Spatially regularized active diffusion learning for high-dimensional images
This work addresses the challenge of labeling efficiency for high-dimensional image classification, which is incremental as it builds on diffusion geometry methods.
The paper tackles the problem of classifying high-dimensional images with minimal labeled data by proposing an active learning algorithm that uses spatially-regularized nonlinear diffusion geometry to sample from cluster cores, resulting in high-accuracy labelings with a very small number of training labels and state-of-the-art performance on real hyperspectral images.

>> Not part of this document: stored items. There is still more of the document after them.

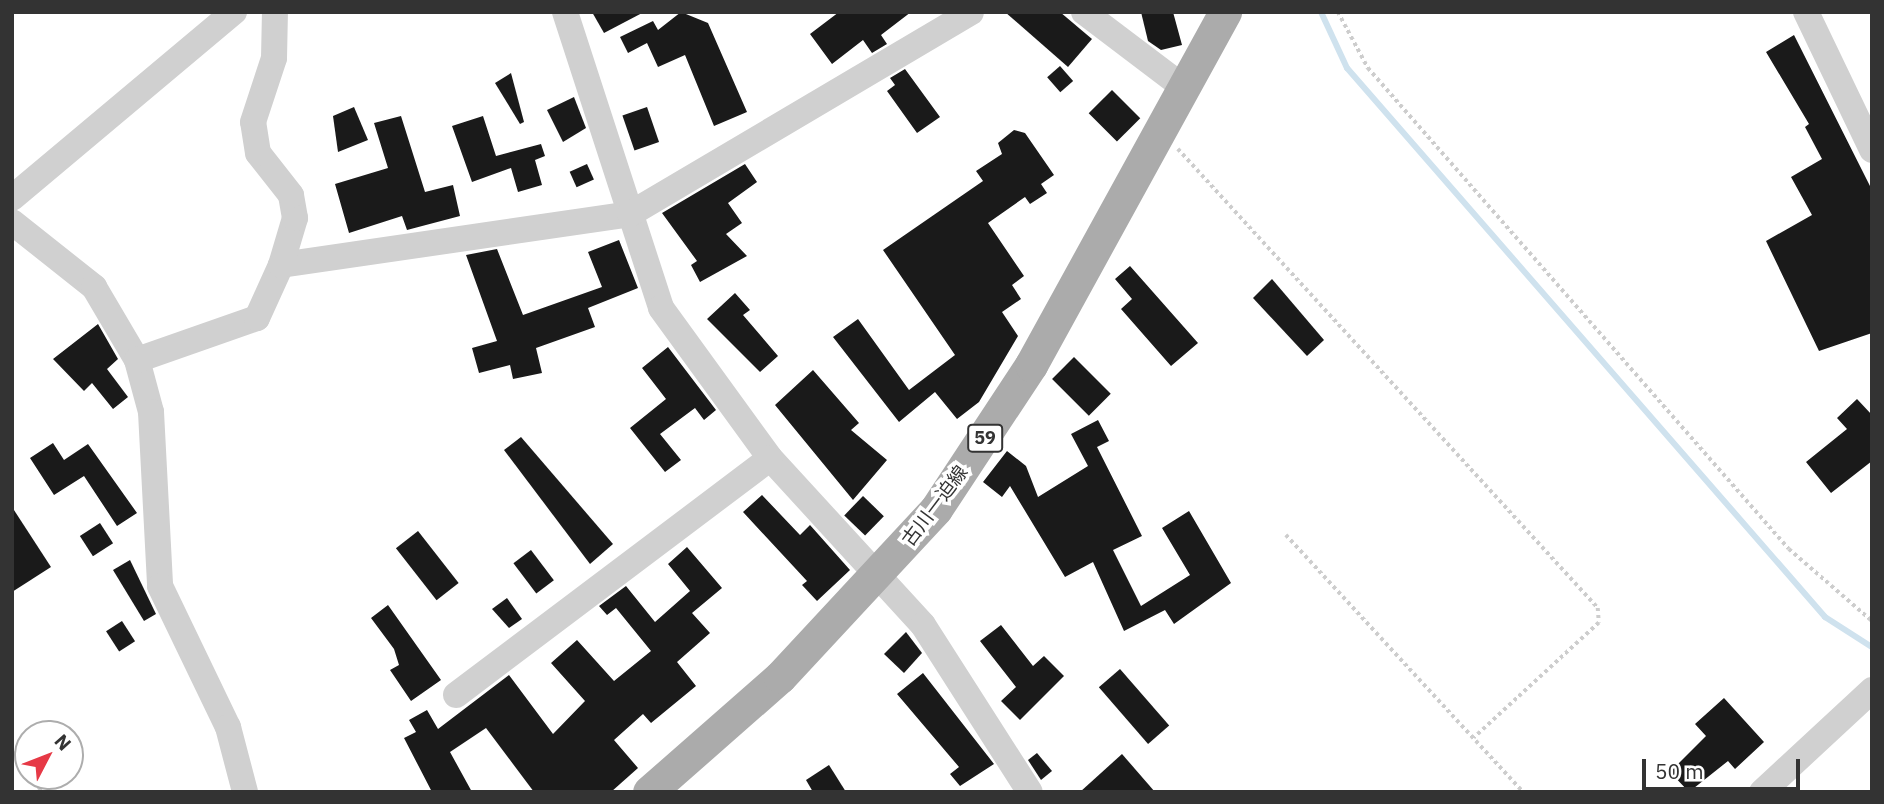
<!DOCTYPE html>
<html>
<head>
<meta charset="utf-8">
<style>
  body { margin:0 }
  #map { position:relative; width:1884px; height:804px; overflow:hidden; background:#fff; font-family:"IBM Plex Sans","Noto Sans JP",sans-serif }
  div>[style] { position:absolute }
  [style*='--x'] { left:calc(var(--x)*1px); top:calc(var(--y)*1px); width:calc(var(--w)*1px); rotate:calc(var(--a)*1deg) }
  .stream>* { height:6px; margin:-3px; padding:0 3px; transform-origin:3px; border-radius:3px; background:#cfe2ee }
  .building>* { inset:0; background:#1a1a1a; transform-origin:0 0 }
  .path>* { height:3.5px; margin-top:-1.75px; transform-origin:0; background:repeating-linear-gradient(90deg,#cdcdcd 0 3.5px,transparent 0 7px) }
  .minor>* { height:26px; margin:-13px; padding:0 13px; transform-origin:13px; border-radius:13px; background:#d0d0d0 }
  .major>* { height:33px; margin:-16.5px; padding:0 16.5px; transform-origin:16.5px; border-radius:16.5px; background:#ababab }
  span { translate:-50% -50%; white-space:nowrap; text-align:center; line-height:1.15; -webkit-text-stroke:7px #fff; paint-order:stroke }
  .shield-label span { padding:2px 5px; background:#fff; border:2px solid; border-radius:5px; -webkit-text-stroke-width:0 }
  .shield-label { font-size:18px; color:#333; font-weight:700 }
  .street-label { font-size:19px; color:#333 }
  .frame { position:absolute; inset:0; border:14px solid #333; pointer-events:none }
  .north { position:absolute; left:14px; top:720px; width:70px; height:70px; box-sizing:border-box; background:#fff; border:2px solid #adadad; border-radius:50%; rotate:48deg; font-size:19px; font-weight:700; line-height:28px; text-align:center; color:#333 }
  .north::after { content:''; display:block; margin:auto; width:24px; height:32px; background:#e63946; clip-path:polygon(50% 0,100% 100%,50% 72%,0 100%) }
  .scale { position:absolute; left:1642px; top:759px; width:158px; height:32px; box-sizing:border-box; border:4px solid #333; border-top:0; padding-left:9px; font-size:21px; line-height:24px; white-space:nowrap; color:#333; -webkit-text-stroke:5px #fff; paint-order:stroke }
</style>
</head>
<body>
<div id="map">
  <div class="stream">
    <i style="--x:1321;--y:12;--w:62;--a:65.1"></i>
    <i style="--x:1347;--y:68;--w:728;--a:48.95"></i>
    <i style="--x:1825;--y:617;--w:56;--a:32.6"></i>
  </div>
  <div class="building">
    <i style="clip-path:polygon(592px 12px,644px 12px,604px 33px)"></i>
    <i style="clip-path:polygon(681px 12px,708px 23px,747px 112px,714px 126px,685px 55px,658px 67px,647px 43px,628px 53px,620px 37px,653px 21px,658px 30px)"></i>
    <i style="clip-path:polygon(839px 12px,911px 12px,881px 35px,887px 44px,872px 53px,863px 40px,832px 64px,810px 34px)"></i>
    <i style="clip-path:polygon(1005px 12px,1060px 12px,1092px 39px,1068px 67px)"></i>
    <i style="clip-path:polygon(1141px 12px,1173px 12px,1182px 45px,1161px 50px,1148px 41px)"></i>
    <i style="clip-path:polygon(1794px 35px,1872px 190px,1872px 333px,1819px 351px,1766px 241px,1812px 215px,1791px 177px,1822px 159px,1805px 127px,1809px 124px,1766px 52px)"></i>
    <i style="left:1060px;top:66px;width:20px;height:17px;rotate:49deg"></i>
    <i style="clip-path:polygon(905px 69px,940px 117px,917px 133px,887px 91px,895px 85px,890px 78px)"></i>
    <i style="clip-path:polygon(511px 73px,524px 122px,520px 124px,495px 83px)"></i>
    <i style="left:1112px;top:90px;width:40px;height:33px;rotate:45deg"></i>
    <i style="clip-path:polygon(574px 97px,586px 128px,563px 142px,547px 110px)"></i>
    <i style="clip-path:polygon(354px 107px,368px 140px,338px 152px,333px 116px)"></i>
    <i style="left:647px;top:107px;width:37px;height:26px;rotate:71deg"></i>
    <i style="clip-path:polygon(401px 116px,425px 192px,453px 185px,460px 216px,407px 230px,402px 216px,349px 233px,335px 184px,388px 168px,374px 123px)"></i>
    <i style="clip-path:polygon(483px 116px,496px 156px,541px 144px,545px 156px,535px 160px,542px 185px,518px 192px,511px 168px,472px 182px,452px 126px)"></i>
    <i style="clip-path:polygon(1014px 130px,1025px 133px,1054px 175px,1041px 184px,1047px 193px,1030px 204px,1025px 197px,988px 223px,1024px 276px,1012px 285px,1021px 299px,1002px 312px,1018px 336px,979px 402px,957px 419px,935px 392px,899px 422px,833px 337px,858px 319px,909px 390px,955px 355px,883px 250px,983px 181px,976px 171px,1002px 154px,998px 143px)"></i>
    <i style="left:587px;top:164px;width:17px;height:19px;rotate:66deg"></i>
    <i style="clip-path:polygon(745px 164px,757px 182px,728px 203px,742px 223px,726px 234px,747px 256px,700px 282px,691px 265px,697px 261px,662px 213px)"></i>
    <i style="clip-path:polygon(619px 240px,638px 288px,588px 308px,595px 327px,536px 348px,542px 373px,513px 379px,510px 365px,479px 373px,472px 348px,497px 341px,466px 255px,497px 249px,523px 315px,602px 287px,588px 252px)"></i>
    <i style="clip-path:polygon(1130px 266px,1198px 343px,1171px 366px,1121px 309px,1132px 299px,1115px 279px)"></i>
    <i style="clip-path:polygon(1272px 279px,1324px 340px,1307px 356px,1253px 298px)"></i>
    <i style="clip-path:polygon(735px 293px,750px 310px,743px 315px,778px 356px,760px 372px,707px 319px)"></i>
    <i style="clip-path:polygon(98px 324px,118px 359px,107px 369px,128px 397px,113px 409px,92px 383px,84px 391px,53px 359px)"></i>
    <i style="clip-path:polygon(668px 347px,716px 410px,704px 420px,695px 408px,660px 434px,681px 460px,665px 472px,630px 428px,666px 399px,642px 368px)"></i>
    <i style="left:1074px;top:357px;width:52px;height:31px;rotate:45deg"></i>
    <i style="clip-path:polygon(813px 370px,859px 423px,851px 430px,887px 460px,853px 500px,775px 405px)"></i>
    <i style="clip-path:polygon(1857px 399px,1872px 415px,1872px 461px,1831px 493px,1806px 462px,1847px 429px,1837px 418px)"></i>
    <i style="clip-path:polygon(1098px 420px,1109px 441px,1097px 447px,1142px 536px,1113px 550px,1141px 606px,1190px 575px,1162px 528px,1189px 511px,1231px 583px,1174px 624px,1165px 610px,1124px 631px,1093px 562px,1065px 577px,1010px 486px,1002px 497px,983px 482px,1007px 451px,1026px 466px,1038px 497px,1088px 466px,1071px 434px)"></i>
    <i style="clip-path:polygon(521px 437px,613px 544px,590px 564px,504px 450px)"></i>
    <i style="clip-path:polygon(53px 443px,64px 460px,88px 444px,137px 513px,117px 526px,84px 476px,54px 495px,30px 458px)"></i>
    <i style="clip-path:polygon(762px 495px,800px 535px,810px 525px,850px 570px,817px 601px,802px 585px,807px 581px,743px 512px)"></i>
    <i style="left:863px;top:496px;width:29px;height:27px;rotate:44deg"></i>
    <i style="clip-path:polygon(12px 507px,51px 567px,12px 592px)"></i>
    <i style="left:100px;top:523px;width:24px;height:24px;rotate:57deg"></i>
    <i style="left:418px;top:531px;width:66px;height:28px;rotate:52deg"></i>
    <i style="clip-path:polygon(687px 547px,722px 588px,692px 613px,710px 633px,677px 662px,696px 686px,651px 723px,643px 714px,614px 740px,638px 768px,611px 792px,534px 792px,486px 728px,450px 752px,472px 792px,432px 792px,404px 738px,416px 732px,409px 720px,427px 710px,438px 729px,509px 675px,553px 734px,585px 701px,551px 663px,577px 640px,614px 681px,651px 651px,616px 608px,607px 615px,599px 606px,626px 586px,655px 622px,690px 591px,668px 564px)"></i>
    <i style="left:531px;top:550px;width:38px;height:22px;rotate:53deg"></i>
    <i style="clip-path:polygon(130px 560px,156px 614px,144px 621px,113px 570px)"></i>
    <i style="clip-path:polygon(507px 598px,522px 619px,509px 628px,492px 609px)"></i>
    <i style="clip-path:polygon(388px 605px,441px 680px,411px 701px,390px 670px,399px 665px,394px 649px,371px 618px)"></i>
    <i style="left:122px;top:621px;width:24px;height:19px;rotate:57deg"></i>
    <i style="clip-path:polygon(1001px 625px,1033px 666px,1044px 656px,1064px 676px,1020px 720px,1001px 701px,1016px 687px,980px 641px)"></i>
    <i style="clip-path:polygon(906px 632px,922px 653px,904px 673px,884px 654px)"></i>
    <i style="left:1120px;top:669px;width:75px;height:28px;rotate:49deg"></i>
    <i style="clip-path:polygon(923px 673px,994px 764px,960px 786px,950px 774px,959px 767px,897px 694px)"></i>
    <i style="clip-path:polygon(1724px 698px,1764px 742px,1735px 769px,1728px 761px,1689px 792px,1670px 772px,1706px 736px,1695px 724px)"></i>
    <i style="clip-path:polygon(1037px 753px,1052px 771px,1041px 780px,1028px 760px)"></i>
    <i style="clip-path:polygon(1122px 754px,1155px 792px,1080px 792px)"></i>
    <i style="clip-path:polygon(829px 765px,846px 792px,813px 792px,806px 780px)"></i>
  </div>
  <div class="path">
    <i style="--x:1338;--y:12;--w:64;--a:61.8"></i>
    <i style="--x:1368;--y:68;--w:639;--a:48.81"></i>
    <i style="--x:1789;--y:549;--w:110;--a:40.9"></i>
    <i style="--x:1178;--y:149;--w:622;--a:47.54"></i>
    <i style="--x:1598;--y:608;--w:15;--a:86"></i>
    <i style="--x:1599;--y:623;--w:170;--a:137.4"></i>
    <i style="--x:1286;--y:535;--w:350;--a:47.3"></i>
    <i style="--x:12;--y:751;--w:26;--a:53"></i>
    <i style="--x:31;--y:776;--w:19;--a:55"></i>
  </div>
  <div class="minor">
    <i style="--x:565;--y:12;--w:311;--a:72"></i>
    <i style="--x:661;--y:308;--w:185;--a:54"></i>
    <i style="--x:770;--y:458;--w:226;--a:47.5"></i>
    <i style="--x:923;--y:625;--w:198;--a:57.4"></i>
    <i style="--x:1084;--y:12;--w:124;--a:37.1"></i>
    <i style="--x:1806;--y:12;--w:153;--a:64.4"></i>
    <i style="--x:12;--y:198;--w:290;--a:-40"></i>
    <i style="--x:12;--y:222;--w:105;--a:38.4"></i>
    <i style="--x:94;--y:287;--w:85;--a:59.5"></i>
    <i style="--x:137;--y:360;--w:54;--a:74.9"></i>
    <i style="--x:151;--y:412;--w:174;--a:87"></i>
    <i style="--x:160;--y:586;--w:157;--a:64.3"></i>
    <i style="--x:228;--y:727;--w:67;--a:75.3"></i>
    <i style="--x:281;--y:265;--w:353;--a:-8.3"></i>
    <i style="--x:630;--y:214;--w:396;--a:-30.6"></i>
    <i style="--x:137;--y:360;--w:127;--a:-19.3"></i>
    <i style="--x:257;--y:318;--w:58;--a:-65.6"></i>
    <i style="--x:281;--y:265;--w:49;--a:-73.4"></i>
    <i style="--x:295;--y:218;--w:23;--a:-100"></i>
    <i style="--x:291;--y:195;--w:53;--a:-128.2"></i>
    <i style="--x:258;--y:153;--w:31;--a:-99"></i>
    <i style="--x:253;--y:122;--w:67;--a:-71.8"></i>
    <i style="--x:274;--y:58;--w:46;--a:-88.8"></i>
    <i style="--x:456;--y:695;--w:393;--a:-37"></i>
    <i style="--x:1762;--y:792;--w:150;--a:-42.8"></i>
  </div>
  <div class="major">
    <i style="--x:649;--y:792;--w:174;--a:-41.3"></i>
    <i style="--x:780;--y:677;--w:229;--a:-47.1"></i>
    <i style="--x:936;--y:509;--w:173;--a:-56.6"></i>
    <i style="--x:1031;--y:365;--w:403;--a:-61.2"></i>
  </div>
  <div class="shield-label">
    <span style="left:985px;top:438px">59</span>
  </div>
  <div class="street-label">
    <span style="left:935px;top:506px;rotate:-53deg">古川一迫線</span>
  </div>
  <div class="frame"></div>
  <div class="north">N</div>
  <div class="scale">50 m</div>
</div>
</body>
</html>
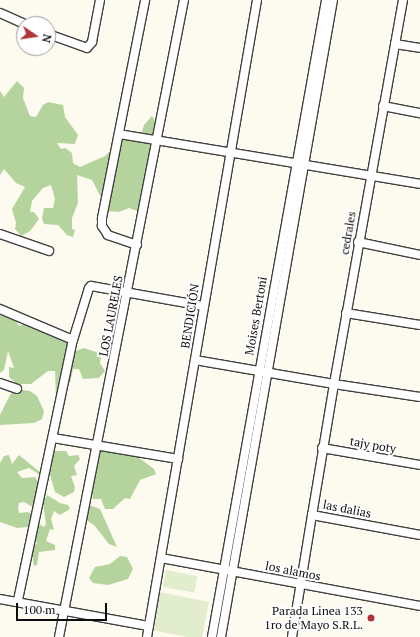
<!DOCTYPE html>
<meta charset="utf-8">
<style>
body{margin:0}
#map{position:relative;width:420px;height:637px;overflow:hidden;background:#fdfbef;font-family:"PT Serif",serif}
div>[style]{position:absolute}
.forest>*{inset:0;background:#b5d49d}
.pitch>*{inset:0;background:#e2edcd;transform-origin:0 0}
.roads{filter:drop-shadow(1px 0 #404040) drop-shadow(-1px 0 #404040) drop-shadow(0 1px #404040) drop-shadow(0 -1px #404040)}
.minor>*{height:8px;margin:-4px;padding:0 4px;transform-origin:4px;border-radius:4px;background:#fff}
.dots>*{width:11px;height:11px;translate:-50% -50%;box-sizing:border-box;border:2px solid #fff;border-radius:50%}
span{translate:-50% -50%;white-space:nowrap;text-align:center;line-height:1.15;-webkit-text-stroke:4px #fff;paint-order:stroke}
.street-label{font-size:12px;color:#0d0d0d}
.poi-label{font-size:12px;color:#0d0d0d}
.right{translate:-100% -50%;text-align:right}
.north{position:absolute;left:16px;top:16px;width:40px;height:40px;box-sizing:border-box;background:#fff;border:1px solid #9e9e9e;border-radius:50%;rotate:103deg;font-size:11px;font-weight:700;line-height:16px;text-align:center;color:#0d0d0d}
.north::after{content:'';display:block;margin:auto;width:14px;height:18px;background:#b03338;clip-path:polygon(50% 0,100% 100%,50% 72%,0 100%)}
.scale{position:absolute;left:16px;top:603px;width:91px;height:18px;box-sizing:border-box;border:2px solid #0d0d0d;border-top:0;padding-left:5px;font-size:12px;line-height:14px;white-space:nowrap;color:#0d0d0d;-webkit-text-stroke:3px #fff;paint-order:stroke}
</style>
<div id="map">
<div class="forest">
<div style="clip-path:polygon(17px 81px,24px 88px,23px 98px,30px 116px,36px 117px,43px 105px,48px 102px,63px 105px,65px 117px,78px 135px,75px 144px,57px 143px,61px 149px,65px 148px,72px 153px,73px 163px,80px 167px,105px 156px,129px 134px,141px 135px,144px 125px,152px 116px,156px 123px,150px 146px,151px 156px,140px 212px,129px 208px,119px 212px,108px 211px,92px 180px,77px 175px,78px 203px,72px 218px,72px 229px,75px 230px,73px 237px,67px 235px,58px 225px,44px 224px,42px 218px,44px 208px,53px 208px,55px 199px,51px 185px,43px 188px,32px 201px,30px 212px,34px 212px,39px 219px,30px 231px,21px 236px,15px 229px,16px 223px,12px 209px,25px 187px,16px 183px,4px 169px,0 175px,0 91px,4px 97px)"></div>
<div style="clip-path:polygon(0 315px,16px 321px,19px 326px,28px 323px,67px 339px,75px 351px,84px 348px,96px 352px,101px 356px,100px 363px,105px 371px,99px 378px,83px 379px,79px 369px,73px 369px,70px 383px,61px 384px,56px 398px,55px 371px,48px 371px,31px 384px,17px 384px,9px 377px,9px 367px,14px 368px,8px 351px,4px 370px,0 373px)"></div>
<div style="clip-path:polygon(16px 389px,30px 391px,37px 396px,44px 411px,42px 419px,34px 423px,0 425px,0 415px,10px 395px)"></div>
<div style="clip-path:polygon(97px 448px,134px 454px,154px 469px,156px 474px,140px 480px,130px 499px,125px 498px,113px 509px,105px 509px,101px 499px,93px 499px,91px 488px)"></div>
<div style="clip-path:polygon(55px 451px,66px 451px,69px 456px,78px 455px,80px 459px,74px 466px,77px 475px,71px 476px,75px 487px,74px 492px,64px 497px,55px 492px,49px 471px,51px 454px)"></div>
<div style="clip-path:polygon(9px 455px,12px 464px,19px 455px,40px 472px,40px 475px,29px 468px,17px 472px,22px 478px,35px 477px,40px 485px,35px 505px,31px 506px,24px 502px,19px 503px,18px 507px,19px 513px,28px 512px,35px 516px,29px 527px,17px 528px,0 522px,0 463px,4px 456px)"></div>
<div style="clip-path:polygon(47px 495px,60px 503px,68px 505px,70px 509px,60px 515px,54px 511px,51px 519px,54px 530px,50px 529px,46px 541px,55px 545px,55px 550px,39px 552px,37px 565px,34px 566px,31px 548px,37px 543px,34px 535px,39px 524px,44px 527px,46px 524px,43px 503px)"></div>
<div style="clip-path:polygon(89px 505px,100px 509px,117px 547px,109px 544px,94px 525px,83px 518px)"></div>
<div style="clip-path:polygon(120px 556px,127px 557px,133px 569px,128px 579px,108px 585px,93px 583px,89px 578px,95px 567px,110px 564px)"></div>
</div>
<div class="pitch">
<div style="left:166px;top:570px;width:32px;height:17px;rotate:11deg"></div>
<div style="clip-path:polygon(160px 592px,209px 602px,202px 637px,187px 637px,152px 630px)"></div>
</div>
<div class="roads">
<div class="minor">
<div style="left:403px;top:0;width:390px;rotate:100.2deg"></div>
<div style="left:334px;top:384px;width:87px;rotate:8.6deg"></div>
<div style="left:0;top:13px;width:27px;rotate:24deg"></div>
<div style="left:48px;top:34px;width:41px;rotate:19.7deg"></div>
<div style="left:87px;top:48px;width:8px;rotate:-50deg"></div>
<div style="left:92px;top:42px;width:43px;rotate:-79.2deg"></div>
<div style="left:395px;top:44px;width:25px;rotate:9deg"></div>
<div style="left:383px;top:106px;width:38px;rotate:11deg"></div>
<div style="left:119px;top:134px;width:305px;rotate:9.4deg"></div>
<div style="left:0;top:234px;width:52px;rotate:19.1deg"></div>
<div style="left:358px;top:242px;width:63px;rotate:11.8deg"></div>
<div style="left:137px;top:245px;width:31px;rotate:-161deg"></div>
<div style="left:108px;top:235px;width:11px;rotate:-124deg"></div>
<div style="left:102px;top:226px;width:8px;rotate:-90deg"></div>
<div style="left:102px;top:218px;width:222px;rotate:-78.8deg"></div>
<div style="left:0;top:309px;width:79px;rotate:23deg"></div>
<div style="left:346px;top:313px;width:75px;rotate:9.2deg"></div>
<div style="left:195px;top:360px;width:141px;rotate:9.8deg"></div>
<div style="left:334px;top:384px;width:133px;rotate:99.5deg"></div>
<div style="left:312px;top:515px;width:110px;rotate:10.5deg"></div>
<div style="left:0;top:383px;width:18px;rotate:19deg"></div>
<div style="left:53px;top:438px;width:127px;rotate:9.5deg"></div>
<div style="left:322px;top:448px;width:99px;rotate:9.8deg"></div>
<div style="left:161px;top:558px;width:263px;rotate:10.5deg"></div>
<div style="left:0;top:599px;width:151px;rotate:10.3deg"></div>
<div style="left:18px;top:600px;width:266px;rotate:-78.1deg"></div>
<div style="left:73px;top:340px;width:54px;rotate:-72.9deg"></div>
<div style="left:89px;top:288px;width:3px;rotate:-45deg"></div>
<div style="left:91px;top:286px;width:114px;rotate:10.1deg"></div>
<div style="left:59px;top:637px;width:649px;rotate:-78.9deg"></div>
<div style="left:147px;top:637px;width:646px;rotate:-80.2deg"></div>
<div style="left:212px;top:637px;width:647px;rotate:-79.85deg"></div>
<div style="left:221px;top:637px;width:647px;rotate:-80.03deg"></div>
<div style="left:292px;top:637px;width:124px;rotate:-80.7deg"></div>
</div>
</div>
<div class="dots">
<div style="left:371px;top:618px;background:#b03338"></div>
</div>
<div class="street-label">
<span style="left:348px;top:233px;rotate:-80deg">cedrales</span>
<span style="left:111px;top:316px;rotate:-79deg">LOS LAURELES</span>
<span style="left:190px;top:316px;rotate:-81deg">BENDICIÓN</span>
<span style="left:256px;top:316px;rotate:-80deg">Moises Bertoni</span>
<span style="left:373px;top:445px;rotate:10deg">tajy poty</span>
<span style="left:347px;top:509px;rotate:11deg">las dalias</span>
<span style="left:293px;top:571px;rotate:11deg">los alamos</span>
</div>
<div class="poi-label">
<span class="right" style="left:363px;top:618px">Parada Linea 133<br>1ro de Mayo S.R.L.</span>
</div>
<div class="north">N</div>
<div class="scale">100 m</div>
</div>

An active learning algorithm for the classification of high-dimensional images is proposed in which spatially-regularized nonlinear diffusion geometry is used to characterize cluster cores. The proposed method samples from estimated cluster cores in order to generate a small but potent set of training labels which propagate to the remainder of the dataset via the underlying diffusion process. By spatially regularizing the rich, high-dimensional spectral information of the image to efficiently estimate the most significant and influential points in the data, our approach avoids redundancy in the training dataset. This allows it to produce high-accuracy labelings with a very small number of training labels. The proposed algorithm admits an efficient numerical implementation that scales essentially linearly in the number of data points under a suitable data model and enjoys state-of-the-art performance on real hyperspectral images.